I’m working on a graphic design research project (for my Master of Graphic Design) and I need many more responses to my super short survey.
I would be super grateful if everyone filled it out and shared it with all the designers they know!
It’s been years (um, almost 30), but my Master’s thesis was on revamping the printed news media to meet the challenges of the upcoming digital world. It ended up catching the attention of one of the big daily papers in town, which led to me redesigning their whole newspaper from the ground up.
I never could convince the newspaper that the Internet would nearly kill off their print product within 15 years. As hard as it is to believe today, they saw the Internet as a temporary fad. After finishing the redesign of their newspaper (a year-long project), as sort of an afterthought, they let me design and code them a website (1993), which is now far bigger than their print newspaper that is, well, slowly dying.
I have lots of less-than-good things to say about graduate school. I didn’t get out of it what I expected, but honestly, it made a huge difference in teaching me to think through problems and did a great deal to whittle away at my respect for supposed authorities. And this led to lots of other things (mostly good).
So good luck to both a_muse and Glitchin. I hope it works out.
Interesting story. I remember the first time I used the Internet, it was at high school, around 1995 ish. None of the musicians/bands I searched produced any results, so I went away quite annoyed and thinking it would never catch on lol
My maths teacher, wise man that he was, assured me that it would one day take over from printed media and be huge. Nowadays the newspapers are publishing their stories online of course, but I’ve noticed that a lot of them ask people to donate money via their site, and while newspapers are obviously still widely available, I do wonder for how much longer that will be the case. Crazy how much things have changed in such a relatively short space of time.
I’m doing a masters by research and my subject is Data Visualisation. Specifically, I am interested in how different graphic elements can impact an audiences perception of a data set. It will be largely practical, and will involve me designing lots of data visualisations and testing them on live audiences.
For me the masters is as much about personal growth as it is career advancement. I definitely think differently now, than I did before I went to uni and got my degree, and it’s made me eager to take it to the next level and complete a masters.
You pretty much summed up my reasoning too, and despite my complaints about it, it’s one of the best things I ever did.
Starting with my first year of undergraduate work, I had zero experience and was at a total loss. By the time I graduated with a BFA, I still had reservations about how much I knew or how good I was, but I managed to get a design/technical illustration job and went from there.
A few short years and a job or two later, I really wanted to head back to school to pick up where I left off, and that’s where I think I was disappointed. What I found is that during those intervening years I had grown and developed to the point where I was mostly on equal footing with my graduate committee professors who were mired down in outdated and academic thinking that caused me to get into more than a few heated arguments with them.
So in a round-about way, I did learn a lot — just not what I intended. Instead, I learned to think deeply about design problems, learned something about myself, got a different look at people I once looked up to and improved my own self-confidence. Interestingly enough, that same university is now one of my most regular freelance clients.
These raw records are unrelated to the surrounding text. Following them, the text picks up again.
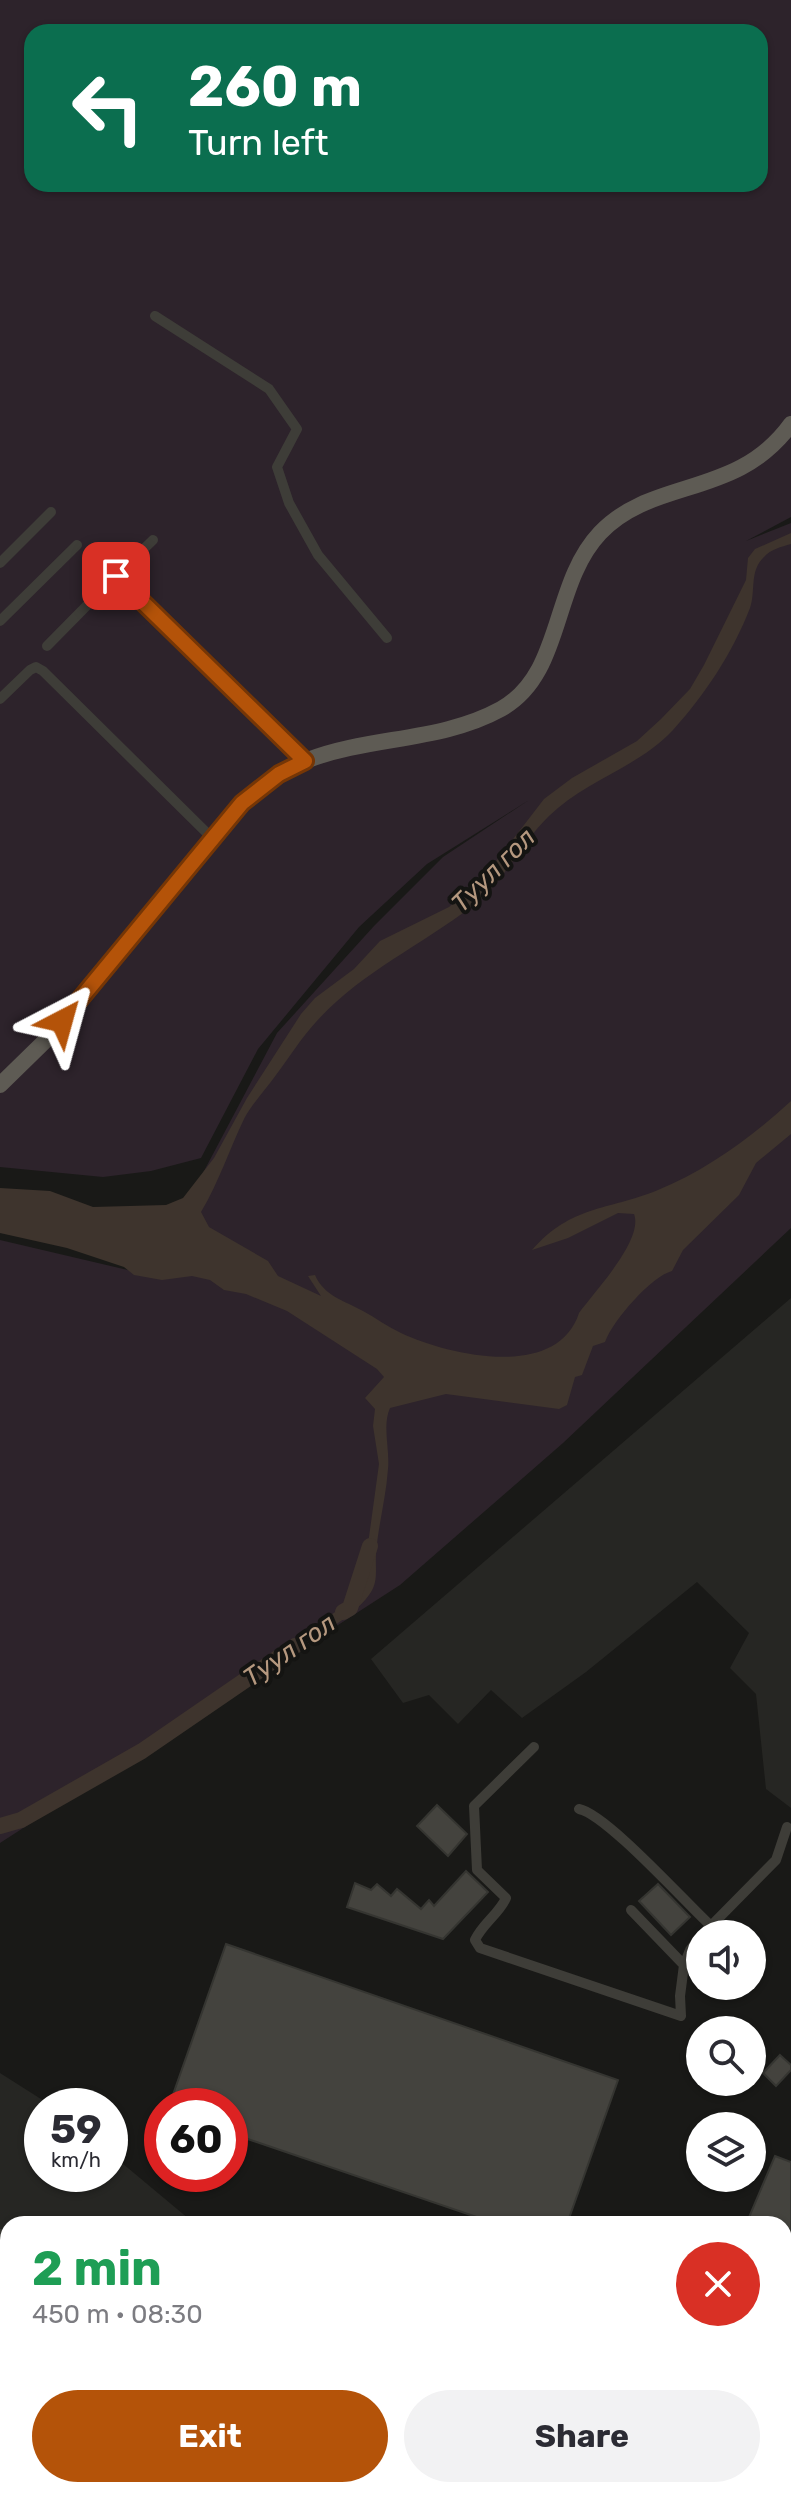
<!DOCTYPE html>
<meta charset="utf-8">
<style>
body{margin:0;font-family:Rubik,sans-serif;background:#f2f2f3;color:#2b2b33;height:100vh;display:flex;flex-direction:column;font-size:30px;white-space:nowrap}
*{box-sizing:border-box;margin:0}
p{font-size:26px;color:#7c7c81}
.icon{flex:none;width:44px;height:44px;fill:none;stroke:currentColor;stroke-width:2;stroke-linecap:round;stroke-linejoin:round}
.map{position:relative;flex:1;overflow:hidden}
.panel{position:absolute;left:0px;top:2216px;width:792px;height:282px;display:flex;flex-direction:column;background:#fff;border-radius:24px 24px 0 0;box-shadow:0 2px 6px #0004}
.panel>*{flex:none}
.top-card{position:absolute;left:24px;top:24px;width:744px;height:168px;border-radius:24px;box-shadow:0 2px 6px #0004;background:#0b6e4f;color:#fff;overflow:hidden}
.tools{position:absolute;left:686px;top:1920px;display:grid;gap:16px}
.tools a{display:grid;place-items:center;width:80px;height:80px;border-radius:50%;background:#fff;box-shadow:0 2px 6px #0004;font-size:40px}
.speed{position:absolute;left:24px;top:2088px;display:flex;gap:16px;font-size:40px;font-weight:700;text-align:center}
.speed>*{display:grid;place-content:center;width:104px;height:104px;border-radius:50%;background:#fff;box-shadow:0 2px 6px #0004;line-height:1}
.speed small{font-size:20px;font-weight:400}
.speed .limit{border:12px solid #d22;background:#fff;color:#111}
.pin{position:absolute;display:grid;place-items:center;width:68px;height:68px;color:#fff;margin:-34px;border-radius:16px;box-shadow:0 4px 12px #0006}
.me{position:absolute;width:88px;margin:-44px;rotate:39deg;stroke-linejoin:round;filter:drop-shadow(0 0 6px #0008)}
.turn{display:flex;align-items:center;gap:28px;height:168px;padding:0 32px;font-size:36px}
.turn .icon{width:104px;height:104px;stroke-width:2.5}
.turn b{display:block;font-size:56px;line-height:68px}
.round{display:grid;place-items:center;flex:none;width:84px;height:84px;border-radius:42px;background:#f2f2f3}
.summary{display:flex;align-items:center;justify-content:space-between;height:136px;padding:0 32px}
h1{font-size:48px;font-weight:700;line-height:60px;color:#1e9e55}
.action{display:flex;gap:16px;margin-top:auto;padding:16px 32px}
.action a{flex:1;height:92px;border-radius:48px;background:#b45309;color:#fff;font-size:32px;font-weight:700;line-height:92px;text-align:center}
.action a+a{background:#f2f2f3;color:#2b2b33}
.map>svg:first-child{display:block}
.built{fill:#262623}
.green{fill:#2d232b;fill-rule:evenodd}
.water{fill:#3e342d}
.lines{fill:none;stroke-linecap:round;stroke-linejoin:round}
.river{stroke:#3e342d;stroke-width:16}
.building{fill:#44433e;stroke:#353531;stroke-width:2}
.street{stroke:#3e3d38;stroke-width:10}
.primary{stroke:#5e5b54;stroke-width:16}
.highway{stroke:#706c64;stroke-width:18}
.route-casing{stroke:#753606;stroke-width:20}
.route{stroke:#b45309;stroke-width:14}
.labels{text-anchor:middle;stroke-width:8;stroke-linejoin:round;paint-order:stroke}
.water-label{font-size:26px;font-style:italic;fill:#b5987f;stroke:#141412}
</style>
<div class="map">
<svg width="791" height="2497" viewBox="0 0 791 2497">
<rect width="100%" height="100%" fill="#191917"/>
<path class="built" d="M 791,1298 L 791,1808 L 766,1789 L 756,1694 L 730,1668 L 749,1633 L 697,1582 L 586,1672 L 522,1718 L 491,1690 L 458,1724 L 429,1695 L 403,1703 L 371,1659 Z
M 0,2073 L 52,2106 L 42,2106 L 42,2174 L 110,2174 L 110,2153 L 195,2224 L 8,2224 L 8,2490 L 479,2490 L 476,2497 L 0,2497 Z"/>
<path class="green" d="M 0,0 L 791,0 L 791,517 L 746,541 L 791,523 L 791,1228 L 563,1443 L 400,1585 L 0,1843 L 0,1240 L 149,1275 L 277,1033 L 374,926 L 443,857 L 529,800 L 427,864 L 359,927 L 258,1049 L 201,1158 L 151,1171 L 103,1177 L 0,1167 ZM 32,32 L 760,32 L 760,184 L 32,184 Z"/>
<path class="water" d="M 791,533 L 791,544 C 781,547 771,549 764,557 C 749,571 756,591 750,608 C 733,652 705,695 673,730 C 639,767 586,780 549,816 C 520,844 504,883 471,907 C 420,946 360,973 316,1022 C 301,1038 289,1058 276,1075 C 266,1089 252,1104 244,1119 C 229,1150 219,1182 201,1212 L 209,1227 L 268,1261 L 278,1276 L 321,1296 L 308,1276 L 315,1275 C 324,1296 345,1301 363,1311 C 376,1318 388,1327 401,1333 C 448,1355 557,1381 579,1313 C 594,1292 644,1240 634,1214 L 618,1213 L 568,1238 L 532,1250 C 572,1205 606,1211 658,1190 C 707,1170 752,1137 791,1101 L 791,1134 L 756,1163 L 739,1195 L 683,1250 L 672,1271 C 652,1276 613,1320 605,1342 L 593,1346 L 582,1375 L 575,1377 L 567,1405 L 559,1409 L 446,1394 L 390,1408 C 382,1426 390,1449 388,1469 C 386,1498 378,1526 376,1554 C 375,1569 379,1582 369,1595 C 351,1620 305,1643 279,1660 L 276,1653 L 341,1608 L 362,1588 L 379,1464 L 373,1426 L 375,1409 L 365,1398 L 384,1377 L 377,1369 L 287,1311 L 246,1294 L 224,1290 L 210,1280 L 192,1276 L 162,1280 L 134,1275 L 124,1267 L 67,1248 L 0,1233 L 0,1188 L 50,1191 L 93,1207 L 166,1205 L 183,1198 L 214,1158 L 247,1098 L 301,1014 L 315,998 L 354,969 L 380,941 L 449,907 L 462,896 L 494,864 L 544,799 L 572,778 L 637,741 L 661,719 L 690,689 L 704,665 L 746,580 L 748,558 L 755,549 Z"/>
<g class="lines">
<path class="river" d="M 343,1612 L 350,1608 L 370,1546
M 0,1826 L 21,1820 L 142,1751 L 295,1646"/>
</g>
<path class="building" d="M 437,1805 L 467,1834 L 448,1856 L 417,1826 Z
M 466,1871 L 488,1892 L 443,1939 L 347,1907 L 355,1883 L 371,1890 L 377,1884 L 391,1896 L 397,1889 L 421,1909 L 429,1900 L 434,1906 Z
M 658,1884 L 690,1917 L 671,1935 L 639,1901 Z
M 226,1944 L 618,2080 L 567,2224 L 497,2224 L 230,2133 L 230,2106 L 169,2106 Z
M 780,2055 L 791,2065 L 791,2070 L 776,2086 L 763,2073 Z
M 775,2156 L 791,2162 L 791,2240 L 784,2238 L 784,2224 L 747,2222 Z"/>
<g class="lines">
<path class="street" d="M 155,316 L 269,389 L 297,429 L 277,467 L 289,503 L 318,555 L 387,638
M 0,563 L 51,512
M 116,576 L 153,540
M 0,621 L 77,545
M 47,646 L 116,576 L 305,761
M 0,699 L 30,670 L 36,667 L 43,671 L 213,839
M 534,1747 L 474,1806 L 477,1870 L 506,1898 C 499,1914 483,1923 475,1940 L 480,1948 L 681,2016 L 680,1996 L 684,1965
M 579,1809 C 606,1814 685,1902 711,1926
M 631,1910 L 684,1965 L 690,1950 L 700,1937
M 703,1934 L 776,1860 L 787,1827
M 0,2234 L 8,2243
M 0,2439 L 8,2433
M 115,2497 L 125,2490"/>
<path class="primary" d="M 0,1085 L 45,1041 L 242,803 C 263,786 283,769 308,760 C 370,736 441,742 501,709 C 564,674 551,585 600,533 C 653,477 737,499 791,424"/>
<path class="highway" d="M 784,2425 L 791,2408
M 755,2497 L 758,2490"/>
</g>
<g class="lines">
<defs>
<path id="route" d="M 62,1021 L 242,803 L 279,774 L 305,761 L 116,576"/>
</defs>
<use href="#route" class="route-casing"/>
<use href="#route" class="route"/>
</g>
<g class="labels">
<g class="water-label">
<text transform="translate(493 870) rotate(-45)" y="9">Туул гол</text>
<text transform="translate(289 1650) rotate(-35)" y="9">Туул гол</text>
</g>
</g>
</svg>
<div class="tools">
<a><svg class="icon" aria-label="sound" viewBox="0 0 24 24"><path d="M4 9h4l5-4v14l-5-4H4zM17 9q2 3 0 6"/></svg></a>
<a><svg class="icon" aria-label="search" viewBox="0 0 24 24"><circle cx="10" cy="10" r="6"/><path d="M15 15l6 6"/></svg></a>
<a><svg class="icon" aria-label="layers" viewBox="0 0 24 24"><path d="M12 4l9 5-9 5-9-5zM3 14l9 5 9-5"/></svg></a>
</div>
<div class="speed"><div>59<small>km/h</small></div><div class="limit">60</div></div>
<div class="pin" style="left:116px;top:576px;background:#d93025"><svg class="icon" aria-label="arrive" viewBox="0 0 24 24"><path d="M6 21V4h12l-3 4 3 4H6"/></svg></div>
<svg class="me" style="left:62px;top:1021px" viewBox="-20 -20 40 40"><path d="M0-17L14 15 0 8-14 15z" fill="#b45309" stroke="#fff" stroke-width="4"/></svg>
<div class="top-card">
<div class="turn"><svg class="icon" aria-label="left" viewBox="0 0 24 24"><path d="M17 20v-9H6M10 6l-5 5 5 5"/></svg><div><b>260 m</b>Turn left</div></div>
</div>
<section class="panel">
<div class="summary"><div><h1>2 min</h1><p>450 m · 08:30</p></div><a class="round" style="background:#d93025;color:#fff"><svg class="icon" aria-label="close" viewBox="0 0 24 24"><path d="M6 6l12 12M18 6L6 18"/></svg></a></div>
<div class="action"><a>Exit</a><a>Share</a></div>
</section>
</div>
On a totally practical note, I’ve noticed over the past few years that Master’s degrees in design and other closely related fields have become something that employers seek out for higher-paying management-level positions. It’s a degree that certainly isn’t needed to get a job as a designer, but ten years down the road when applying for a creative or communication director position, it really does count.
Your research into data visualization is one of those hot fields with solid business applications and, even better, it doesn’t seem to have reached its potential yet. A couple of houses down the street from me, there’s a graduate student renting the basement apartment who is studying data visualization at the nearby university, but she’s doing so as part of a computer science degree.
My project is on ephemera - printed, digital, artistic - and the archiving of it.
It’ll discuss how printed items are becoming less and less common, and whether digital born and archived ephemera will survive long term as a historical document, even with proper archiving. It’s pretty such all research, I have another project that has a lot more practical elements to it that I’m excited to get started on as well.
The survey is just a small bit of it about process work (a form of artistic ephemera) and how if something is produced entirely by digital means that the process work will typically not survive at all.
I’m taking this program for a few different reasons as well.
Personal growth of course, I feel like there is SO MUCH to learn in this field, and every day it grows. But the main reason is that I don’t have a full degree - and employers really like to see a degree. I have a partial degree in fine art, and a partial bachelor of graphic design degree (and various other courses along the way) but nothing complete. This program accepted me on my portfolio (with process work and artist statements for my work), an essay, and a couple referral letters from a former prof and a client. I was pretty surprised when they let me in, but I’m glad, I’ll be finished it this summer!